> **Task objective**
Although the records include pictures, the copy should not; write out exactly the lines from the first through the line with "position:absolute; left:1312px; top:21px;".

> **Data excerpts**
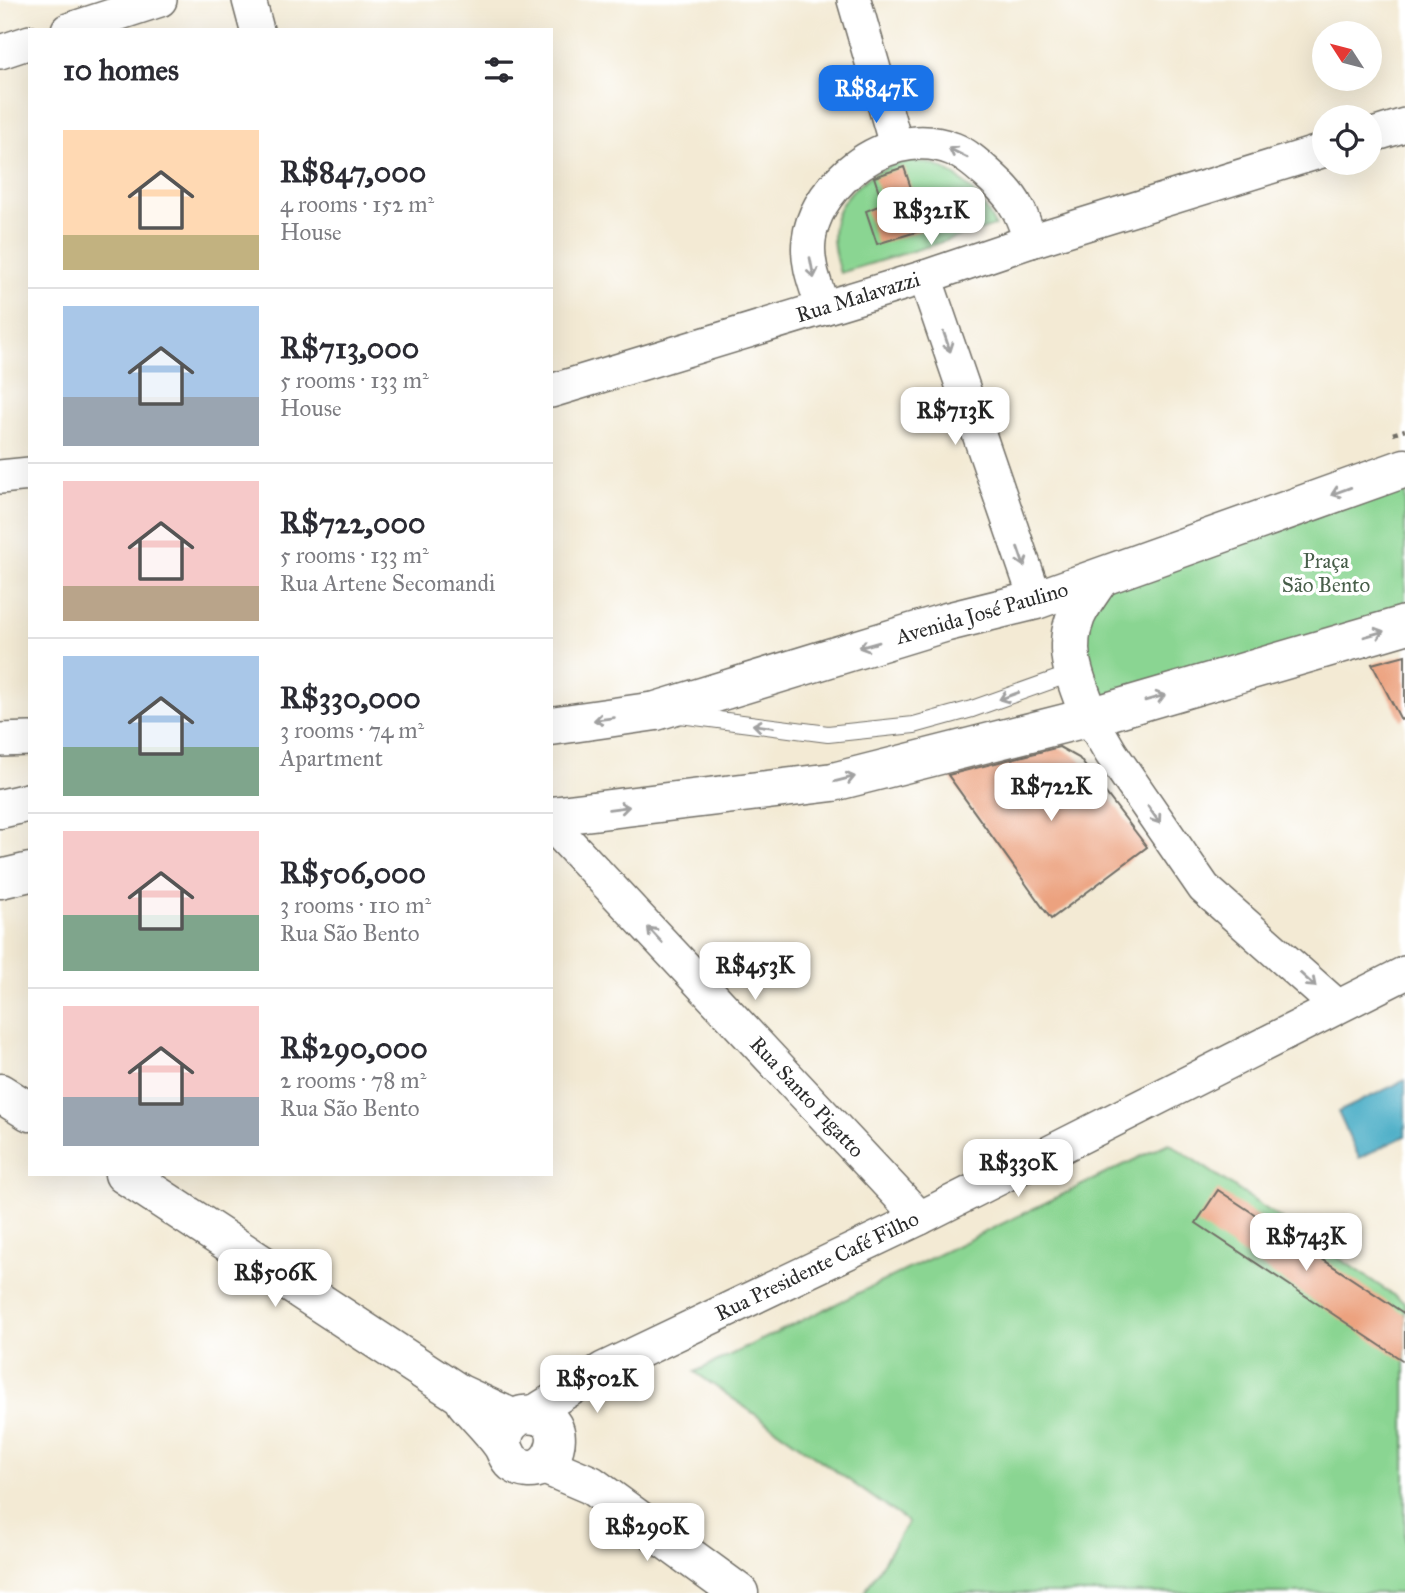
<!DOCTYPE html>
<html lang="en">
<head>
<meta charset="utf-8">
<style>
  body { margin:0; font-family:"IM FELL Great Primer",serif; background:#f7f7f7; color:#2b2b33; height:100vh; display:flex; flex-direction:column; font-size:26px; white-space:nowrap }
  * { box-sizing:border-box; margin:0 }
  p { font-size:23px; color:#7c7c81 }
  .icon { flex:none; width:38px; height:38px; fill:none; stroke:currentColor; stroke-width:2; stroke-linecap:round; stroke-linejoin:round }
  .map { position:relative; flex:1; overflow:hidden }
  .drawer { position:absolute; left:28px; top:28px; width:525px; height:1148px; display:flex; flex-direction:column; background:#fff; border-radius:0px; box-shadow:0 7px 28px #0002 }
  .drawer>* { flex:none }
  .needle { width:46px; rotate:306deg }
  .fabs { position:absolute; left:1312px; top:21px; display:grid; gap:14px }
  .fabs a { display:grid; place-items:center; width:70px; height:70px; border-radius:50%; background:#fff; box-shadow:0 7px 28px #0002; font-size:35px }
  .price { position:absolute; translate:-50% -60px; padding:0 16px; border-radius:14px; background:#fff; color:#222; font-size:23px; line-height:46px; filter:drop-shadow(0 2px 4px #0008) }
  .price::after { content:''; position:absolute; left:50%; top:42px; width:21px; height:16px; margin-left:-10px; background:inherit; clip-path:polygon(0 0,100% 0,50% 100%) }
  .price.on { background:#1a73e8; color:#fff }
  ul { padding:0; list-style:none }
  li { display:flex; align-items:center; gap:21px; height:175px; padding:0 35px }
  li+li { border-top:2px solid #e1e1e2 }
  li span { display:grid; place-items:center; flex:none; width:196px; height:140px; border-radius:0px; color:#555 }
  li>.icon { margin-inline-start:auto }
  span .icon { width:84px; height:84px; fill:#fffc; stroke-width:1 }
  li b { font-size:30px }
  h2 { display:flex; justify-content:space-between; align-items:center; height:84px; padding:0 35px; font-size:30px }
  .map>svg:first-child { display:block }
  .green { fill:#8ad592; stroke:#5a805e; stroke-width:2 }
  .water { fill:#45abc5; stroke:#386b78; stroke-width:2 }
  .building { fill:#eca27f }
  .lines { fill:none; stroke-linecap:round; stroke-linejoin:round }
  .service-casing { stroke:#716e66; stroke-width:18 }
  .minor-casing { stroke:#716e66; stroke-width:36 }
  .secondary-casing { stroke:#716e66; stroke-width:41 }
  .primary-casing { stroke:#716e66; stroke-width:41 }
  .path { stroke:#716e66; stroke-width:4.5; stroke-dasharray:5 5; stroke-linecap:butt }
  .service { stroke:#fff; stroke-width:16 }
  .minor { stroke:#fff; stroke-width:33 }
  .secondary { stroke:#fff; stroke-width:38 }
  .primary { stroke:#fff; stroke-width:38 }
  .oneway { stroke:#a0a0a0 }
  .labels { text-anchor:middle; stroke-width:7; stroke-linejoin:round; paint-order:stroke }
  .street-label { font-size:21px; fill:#2b2b2b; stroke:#fff }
  .park-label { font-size:21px; fill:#485e4a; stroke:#fff }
</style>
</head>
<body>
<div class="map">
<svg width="1405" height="1593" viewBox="0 0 1405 1593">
  <rect width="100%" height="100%" fill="#fff"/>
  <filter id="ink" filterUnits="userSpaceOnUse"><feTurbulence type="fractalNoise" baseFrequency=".0143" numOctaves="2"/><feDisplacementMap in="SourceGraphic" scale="14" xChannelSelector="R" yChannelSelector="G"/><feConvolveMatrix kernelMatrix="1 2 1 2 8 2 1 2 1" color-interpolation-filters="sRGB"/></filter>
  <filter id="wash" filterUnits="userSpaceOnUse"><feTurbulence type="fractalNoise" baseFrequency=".00686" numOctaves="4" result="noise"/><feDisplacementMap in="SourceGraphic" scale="28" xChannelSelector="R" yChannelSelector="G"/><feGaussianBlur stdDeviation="1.57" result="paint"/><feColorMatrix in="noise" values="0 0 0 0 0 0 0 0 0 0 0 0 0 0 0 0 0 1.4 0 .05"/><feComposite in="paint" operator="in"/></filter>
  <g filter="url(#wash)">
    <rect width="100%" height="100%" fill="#f3ead4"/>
    <g class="green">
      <path d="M910,161C950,161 979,192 995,226L840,273C835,257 831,240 834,224C841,190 878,166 910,161Z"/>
      <path d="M1405,468V625L1090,717L1073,673L1100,578Z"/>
      <path d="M1169,1143L1405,1303V1593H864L908,1522L695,1372Z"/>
    </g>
    <path class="water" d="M1405,1080V1136L1359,1158L1338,1112Z"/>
    <g id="blocks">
      <g class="building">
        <path d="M904,167L915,200L929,198L939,225L877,244L866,211L883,204L874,177Z"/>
        <path d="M1405,655V718L1401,720L1372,664Z"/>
        <path d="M1059,747L1079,758L1147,847L1051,919L948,775Z"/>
        <path d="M1218,1190L1405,1314V1362L1196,1223Z"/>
      </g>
    </g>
  </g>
  <g filter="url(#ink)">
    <use href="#blocks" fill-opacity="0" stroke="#716e66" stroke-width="2"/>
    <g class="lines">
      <defs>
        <path id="service" d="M680,715L828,734L914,725L972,709L1073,673"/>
        <g id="minor">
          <path d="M249,0L257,30"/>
          <path d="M854,0L896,145"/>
          <path d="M68,30L160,0"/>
          <path d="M0,52L30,42"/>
          <path d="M1370,136L1405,125"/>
          <path d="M925,277L1036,600"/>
          <path d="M823,308C816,286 806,264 809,240C812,213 829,190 849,172C877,148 917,134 953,149C966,154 978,165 988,174C998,183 1010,194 1016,206C1023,216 1026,230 1031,241"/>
          <path d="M551,391L925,277L1031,241L1325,150"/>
          <path d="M0,477L30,474"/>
          <path d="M1090,717L1111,753L1204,888L1337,1006"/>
          <path d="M0,740L30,739"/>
          <path d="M551,824L920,1218"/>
          <path d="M531,1414L603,1369L920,1218L1405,973"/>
        </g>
        <g id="secondary">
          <path d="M0,1093L30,1112"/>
          <path d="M124,1174L458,1393L514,1419"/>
          <path d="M466,1403C478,1417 492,1430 502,1445C506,1451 507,1458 513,1463C553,1492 581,1408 522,1415C508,1422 503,1431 503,1446"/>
          <path d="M544,1465L591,1485L739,1593"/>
        </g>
        <g id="primary">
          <path d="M1090,717C1077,682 1061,653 1076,616C1082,603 1092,590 1100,578"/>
          <path d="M551,726L656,711L947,622L1036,600L1405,468"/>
          <path d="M0,809L30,802"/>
          <path d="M551,816L833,782L1090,717L1405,625"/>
          <path d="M0,879L30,872"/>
        </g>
      </defs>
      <use href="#service" class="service-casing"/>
      <use href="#minor" class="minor-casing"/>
      <use href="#secondary" class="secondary-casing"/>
      <use href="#primary" class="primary-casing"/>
      <path class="path" d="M1393,434L1405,430"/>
      <use href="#service" class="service"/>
      <use href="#minor" class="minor"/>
      <use href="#secondary" class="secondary"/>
      <use href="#primary" class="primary"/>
    </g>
    <defs><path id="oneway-shaft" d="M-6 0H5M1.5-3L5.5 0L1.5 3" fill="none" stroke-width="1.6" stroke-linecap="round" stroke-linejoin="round" transform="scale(1.75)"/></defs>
    <g class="oneway">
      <use href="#oneway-shaft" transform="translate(958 153) rotate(-153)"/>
      <use href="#oneway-shaft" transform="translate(812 268) rotate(79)"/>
      <use href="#oneway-shaft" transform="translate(947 342) rotate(71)"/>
      <use href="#oneway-shaft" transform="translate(1341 491) rotate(160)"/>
      <use href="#oneway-shaft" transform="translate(1021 557) rotate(71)"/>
      <use href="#oneway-shaft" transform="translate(1374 634) rotate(-16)"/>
      <use href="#oneway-shaft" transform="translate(869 645) rotate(164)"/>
      <use href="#oneway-shaft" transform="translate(1009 696) rotate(160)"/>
      <use href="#oneway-shaft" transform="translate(1155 698) rotate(-16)"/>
      <use href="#oneway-shaft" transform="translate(604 719) rotate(172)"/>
      <use href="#oneway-shaft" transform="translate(763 726) rotate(-173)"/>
      <use href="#oneway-shaft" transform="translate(845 779) rotate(-14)"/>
      <use href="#oneway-shaft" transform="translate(619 808) rotate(-7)"/>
      <use href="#oneway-shaft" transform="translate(1154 815) rotate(55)"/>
      <use href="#oneway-shaft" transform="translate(655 935) rotate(-133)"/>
      <use href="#oneway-shaft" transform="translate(1308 980) rotate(42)"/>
    </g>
  </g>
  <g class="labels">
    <g class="street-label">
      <text transform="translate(858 297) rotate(-17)" y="7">Rua Malavazzi</text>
      <text transform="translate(982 613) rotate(-16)" y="7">Avenida José Paulino</text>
      <text transform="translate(807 1097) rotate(47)" y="7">Rua Santo Pigatto</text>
      <text transform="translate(817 1266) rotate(-26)" y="7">Rua Presidente Café Filho</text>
    </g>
    <g class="park-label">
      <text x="1326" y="568">Praça<tspan x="1326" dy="24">São Bento</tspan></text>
    </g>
  </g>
</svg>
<div class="fabs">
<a><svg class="needle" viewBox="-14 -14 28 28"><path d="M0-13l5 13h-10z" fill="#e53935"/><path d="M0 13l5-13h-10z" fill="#7c7c81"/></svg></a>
<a><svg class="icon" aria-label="locate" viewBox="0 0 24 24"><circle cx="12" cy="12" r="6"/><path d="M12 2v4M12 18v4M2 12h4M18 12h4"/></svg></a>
</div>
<b class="price on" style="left:876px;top:125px">R$847K</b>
<b class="price" style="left:931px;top:247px">R$321K</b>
<b class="price" style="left:955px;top:447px">R$713K</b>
<b class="price" style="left:1051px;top:823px">R$722K</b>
<b class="price" style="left:755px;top:1002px">R$453K</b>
<b class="price" style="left:1018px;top:1199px">R$330K</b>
<b class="price" style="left:1306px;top:1273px">R$743K</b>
<b class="price" style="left:275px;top:1309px">R$506K</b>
<b class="price" style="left:597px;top:1415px">R$502K</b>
<b class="price" style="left:647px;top:1563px">R$290K</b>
<section class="drawer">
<h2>10 homes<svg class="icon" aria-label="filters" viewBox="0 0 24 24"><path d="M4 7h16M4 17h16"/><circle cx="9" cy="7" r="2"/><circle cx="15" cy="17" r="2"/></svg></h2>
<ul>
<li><span style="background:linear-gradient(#ffd9b3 75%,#c2b280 0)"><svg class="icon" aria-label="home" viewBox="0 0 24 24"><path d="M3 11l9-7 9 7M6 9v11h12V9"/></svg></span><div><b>R$847,000</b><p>4 rooms · 152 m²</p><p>House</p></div></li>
<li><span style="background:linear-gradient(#a9c7e8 65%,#9aa5b1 0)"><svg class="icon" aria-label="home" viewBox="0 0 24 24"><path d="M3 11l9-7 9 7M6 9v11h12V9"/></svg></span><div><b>R$713,000</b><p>5 rooms · 133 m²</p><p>House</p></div></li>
<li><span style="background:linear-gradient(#f6c9c9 75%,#b9a48a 0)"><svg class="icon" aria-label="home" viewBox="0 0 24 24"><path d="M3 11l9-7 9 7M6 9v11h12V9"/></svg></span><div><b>R$722,000</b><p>5 rooms · 133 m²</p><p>Rua Artene Secomandi</p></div></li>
<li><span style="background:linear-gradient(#a9c7e8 65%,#7fa58c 0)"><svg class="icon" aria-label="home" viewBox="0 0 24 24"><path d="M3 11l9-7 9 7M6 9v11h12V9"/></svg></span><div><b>R$330,000</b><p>3 rooms · 74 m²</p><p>Apartment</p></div></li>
<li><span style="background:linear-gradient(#f6c9c9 60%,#7fa58c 0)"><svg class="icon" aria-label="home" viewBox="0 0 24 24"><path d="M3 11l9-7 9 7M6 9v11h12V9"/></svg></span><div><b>R$506,000</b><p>3 rooms · 110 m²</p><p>Rua São Bento</p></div></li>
<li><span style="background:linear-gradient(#f6c9c9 65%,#9aa5b1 0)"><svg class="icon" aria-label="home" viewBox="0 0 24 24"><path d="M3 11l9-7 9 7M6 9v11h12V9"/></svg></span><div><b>R$290,000</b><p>2 rooms · 78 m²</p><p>Rua São Bento</p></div></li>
</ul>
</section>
</div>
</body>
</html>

> **Your solution**
<!DOCTYPE html>
<html lang="en">
<head>
<meta charset="utf-8">
<style>
  body { margin:0; font-family:"IM FELL Great Primer",serif; background:#f7f7f7; color:#2b2b33; height:100vh; display:flex; flex-direction:column; font-size:26px; white-space:nowrap }
  * { box-sizing:border-box; margin:0 }
  p { font-size:23px; color:#7c7c81 }
  .icon { flex:none; width:38px; height:38px; fill:none; stroke:currentColor; stroke-width:2; stroke-linecap:round; stroke-linejoin:round }
  .map { position:relative; flex:1; overflow:hidden }
  .drawer { position:absolute; left:28px; top:28px; width:525px; height:1148px; display:flex; flex-direction:column; background:#fff; border-radius:0px; box-shadow:0 7px 28px #0002 }
  .drawer>* { flex:none }
  .needle { width:46px; rotate:306deg }
  .fabs { position:absolute; left:1312px; top:21px; display:grid; gap:14px }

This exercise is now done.